200906509/1/R2.
Datum uitspraak: 8 december 2010
AFDELING
BESTUURSRECHTSPRAAK
Uitspraak in het geding tussen:
[appellant], wonend te [woonplaats],
de raad van de gemeente Epe,
verweerder.
Bij besluit van 2 juli 2009 heeft de raad het bestemmingsplan
"Oosterhof-Zuid" vastgesteld.
Tegen dit besluit heeft [appellant] bij brief, bij de Raad van State ingekomen op 25 augustus 2009, beroep ingesteld. De gronden van het beroep zijn aangevuld bij brief van 24 september 2009.
De raad heeft een verweerschrift ingediend.
De zaak is door een meervoudige kamer van de Afdeling verwezen naar een enkelvoudige.
De Afdeling heeft de zaak ter zitting behandeld op 26 oktober 2010, waar [appellant], vertegenwoordigd door mr. A.A. Robbers, advocaat te Apeldoorn, en de raad, vertegenwoordigd door H.A. Naijen en J.C. van Bolderen, beiden werkzaam bij de gemeente, zijn verschenen.

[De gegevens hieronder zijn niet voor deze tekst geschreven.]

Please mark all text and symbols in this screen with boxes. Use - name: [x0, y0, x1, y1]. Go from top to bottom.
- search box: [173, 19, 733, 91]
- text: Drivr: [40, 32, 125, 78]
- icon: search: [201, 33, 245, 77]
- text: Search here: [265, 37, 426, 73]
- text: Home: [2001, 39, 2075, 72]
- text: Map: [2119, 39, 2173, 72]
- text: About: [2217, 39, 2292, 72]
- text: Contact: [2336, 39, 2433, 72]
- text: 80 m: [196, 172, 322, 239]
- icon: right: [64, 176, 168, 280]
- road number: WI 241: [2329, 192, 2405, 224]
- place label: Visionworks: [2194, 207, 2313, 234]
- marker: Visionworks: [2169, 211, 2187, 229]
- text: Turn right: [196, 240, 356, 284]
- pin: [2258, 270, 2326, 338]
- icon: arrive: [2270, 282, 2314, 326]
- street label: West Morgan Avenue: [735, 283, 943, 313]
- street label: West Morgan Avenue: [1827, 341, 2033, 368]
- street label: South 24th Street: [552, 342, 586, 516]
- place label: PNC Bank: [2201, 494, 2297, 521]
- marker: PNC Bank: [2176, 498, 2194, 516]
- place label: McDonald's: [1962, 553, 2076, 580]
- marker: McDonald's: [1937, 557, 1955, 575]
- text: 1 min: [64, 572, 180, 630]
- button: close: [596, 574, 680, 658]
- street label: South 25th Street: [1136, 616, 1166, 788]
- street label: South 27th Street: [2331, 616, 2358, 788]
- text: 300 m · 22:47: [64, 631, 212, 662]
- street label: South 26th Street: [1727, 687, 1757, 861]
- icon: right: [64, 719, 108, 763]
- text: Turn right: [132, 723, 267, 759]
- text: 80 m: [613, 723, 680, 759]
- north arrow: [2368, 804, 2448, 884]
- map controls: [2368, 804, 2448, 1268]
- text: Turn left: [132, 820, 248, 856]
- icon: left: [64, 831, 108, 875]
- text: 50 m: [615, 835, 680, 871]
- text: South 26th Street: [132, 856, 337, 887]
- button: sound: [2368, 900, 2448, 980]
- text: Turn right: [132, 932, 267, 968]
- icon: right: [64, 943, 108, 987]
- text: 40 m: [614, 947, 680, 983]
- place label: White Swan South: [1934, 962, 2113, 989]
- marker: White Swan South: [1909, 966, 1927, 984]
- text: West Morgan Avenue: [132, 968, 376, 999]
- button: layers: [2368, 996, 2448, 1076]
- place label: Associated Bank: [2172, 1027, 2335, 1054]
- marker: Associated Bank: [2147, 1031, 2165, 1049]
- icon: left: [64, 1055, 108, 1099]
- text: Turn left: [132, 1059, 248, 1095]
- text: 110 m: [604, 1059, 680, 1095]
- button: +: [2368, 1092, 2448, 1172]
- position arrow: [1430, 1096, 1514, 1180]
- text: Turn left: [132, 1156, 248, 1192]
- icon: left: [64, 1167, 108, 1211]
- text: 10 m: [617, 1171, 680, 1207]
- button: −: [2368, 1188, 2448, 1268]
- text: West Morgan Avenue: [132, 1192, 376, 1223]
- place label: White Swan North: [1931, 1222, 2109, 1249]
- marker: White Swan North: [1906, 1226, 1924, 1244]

2.1. Het plan voorziet in de mogelijkheid om maximaal 100 woningen te realiseren aan de zuidoostkant van Vaassen. Hiertoe is aan het plangebied de bestemming "Woongebied- uit te werken" toegekend. De voor deze bestemming aangewezen gronden zijn ingevolge artikel 3.1 van de planregels bestemd voor verschillende doeleinden waaronder wonen, wegen, parkeren en groen. Ingevolge artikel 3.2, aanhef, van de planregels dient het college van burgemeester en wethouders de aan het plangebied toegekende bestemming uit te werken.
2.2. [appellant] voert aan dat de vaststelling van het plan prematuur is en alleen bedoeld is om het gevestigde voorkeursrecht op de gronden in het plangebied te verlengen. Bovendien is niet aannemelijk dat het plan binnen de planperiode uitgevoerd zal worden en bestaat er geen noodzaak om de geplande woningen te bouwen waardoor er naar de mening van [appellant] geen reden is het plan nu vast te stellen. Hij voert hierbij aan dat, net als in het door de Afdeling bij uitspraak van 1 september 2010 in zaak nr.

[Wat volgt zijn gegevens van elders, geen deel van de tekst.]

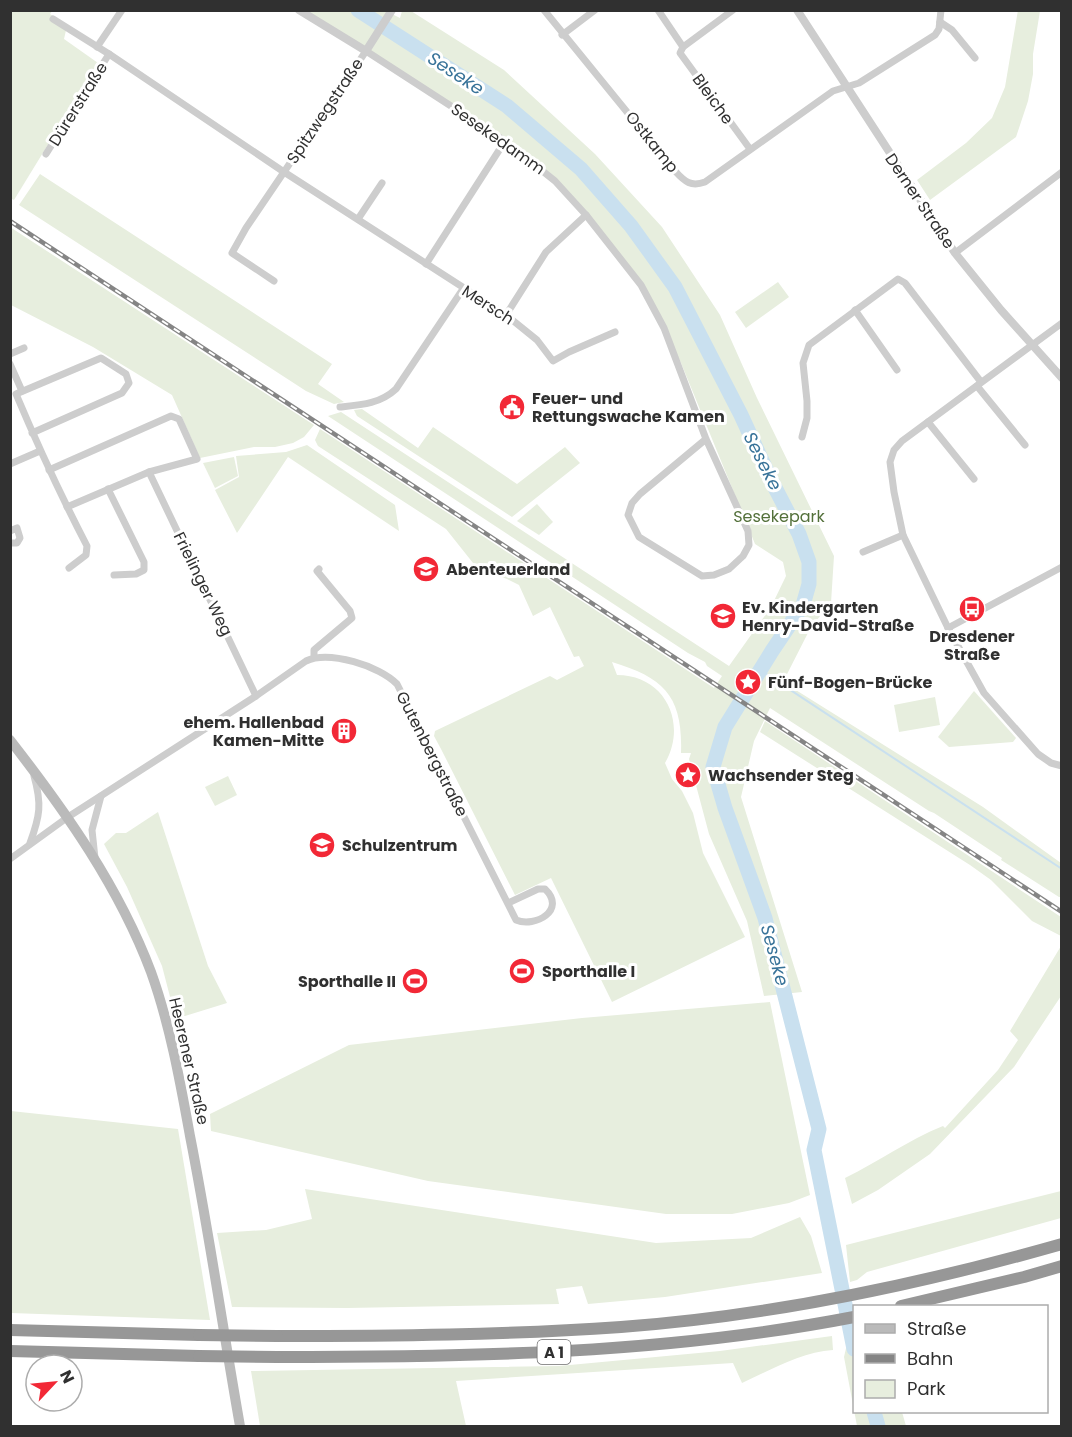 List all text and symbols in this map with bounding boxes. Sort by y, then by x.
water label: Seseke [423,45,489,101]
street label: Spitzwegstraße [281,54,369,168]
street label: Dürerstraße [43,57,113,150]
street label: Bleiche [687,69,739,129]
street label: Sesekedamm [446,98,550,180]
street label: Ostkamp [620,106,684,178]
street label: Derner Straße [880,149,960,253]
street label: Mersch [457,280,519,330]
place label: Feuer- und Rettungswache Kamen [532,387,725,428]
public building icon: Feuer- und Rettungswache Kamen [497,392,527,422]
water label: Seseke [738,427,788,495]
park label: Sesekepark [733,505,826,528]
street label: Frielinger Weg [168,528,238,640]
school or university icon: Abenteuerland [411,554,441,584]
place label: Abenteuerland [446,558,570,581]
bus stop icon: Dresdener Straße [957,594,987,624]
place label: Ev. Kindergarten Henry-David-Straße [742,596,914,637]
school or university icon: Ev. Kindergarten Henry-David-Straße [708,601,738,631]
place label: Dresdener Straße [929,625,1015,666]
place icon: Fünf-Bogen-Brücke [733,667,763,697]
place label: Fünf-Bogen-Brücke [768,671,933,694]
street label: Gutenbergstraße [390,687,474,821]
place label: ehem. Hallenbad Kamen-Mitte [183,711,324,752]
building icon: ehem. Hallenbad Kamen-Mitte [329,716,359,746]
place icon: Wachsender Steg [673,760,703,790]
place label: Wachsender Steg [708,764,854,787]
school or university icon: Schulzentrum [307,830,337,860]
place label: Schulzentrum [342,834,458,857]
water label: Seseke [755,922,795,988]
sports icon: Sporthalle I [507,956,537,986]
place label: Sporthalle I [542,960,635,983]
sports icon: Sporthalle II [400,966,430,996]
place label: Sporthalle II [298,970,396,993]
street label: Heerener Straße [163,995,215,1127]
legend [853,1305,1048,1413]
text: Straße [907,1316,966,1341]
road number: A 1 [538,1340,570,1364]
text: Bahn [907,1346,953,1371]
north arrow [24,1353,84,1413]
text: N [54,1366,80,1387]
text: Park [907,1376,946,1401]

200907564/1/R2vernietigde vaststellingsbesluit van het bestemmingsplan "'t Slath" van de gemeente Epe, de raad geen inhoudelijke onderbouwing heeft gegeven ten aanzien van het feit dat het plan meer woningen toestaat dan in de woonvisie is voorzien. Verder voert hij aan dat het gemeentebestuur niet over kan gaan tot verwerving van de gronden aangezien niet vaststaat wanneer en op welke wijze de voor het plangebied opgenomen bestemming zal worden uitgewerkt. Daarnaast voert [appellant] aan dat de raad bij het vaststellen van het plan onvoldoende rekening heeft gehouden met zijn agrarische activiteiten in en om het plangebied.
Voorts voert [appellant] aan dat onvoldoende rekening is gehouden met het feit dat er een goede overgang gecreëerd moet worden tussen het woongebied en het open landschap alsmede met de historische lintbebouwing en de cultuurhistorisch waardevolle enkgronden. Tevens betoogt hij dat in het plan ten onrechte niet is vastgelegd dat parkeren plaatsvindt aan de binnenzijde van de te realiseren woonwijk. Verder voert hij aan dat onduidelijk is hoe de wijk zal worden ontsloten en vreest hij dat de ontsluiting zal plaatsvinden via de als 'karrespoor' aangeduide weg.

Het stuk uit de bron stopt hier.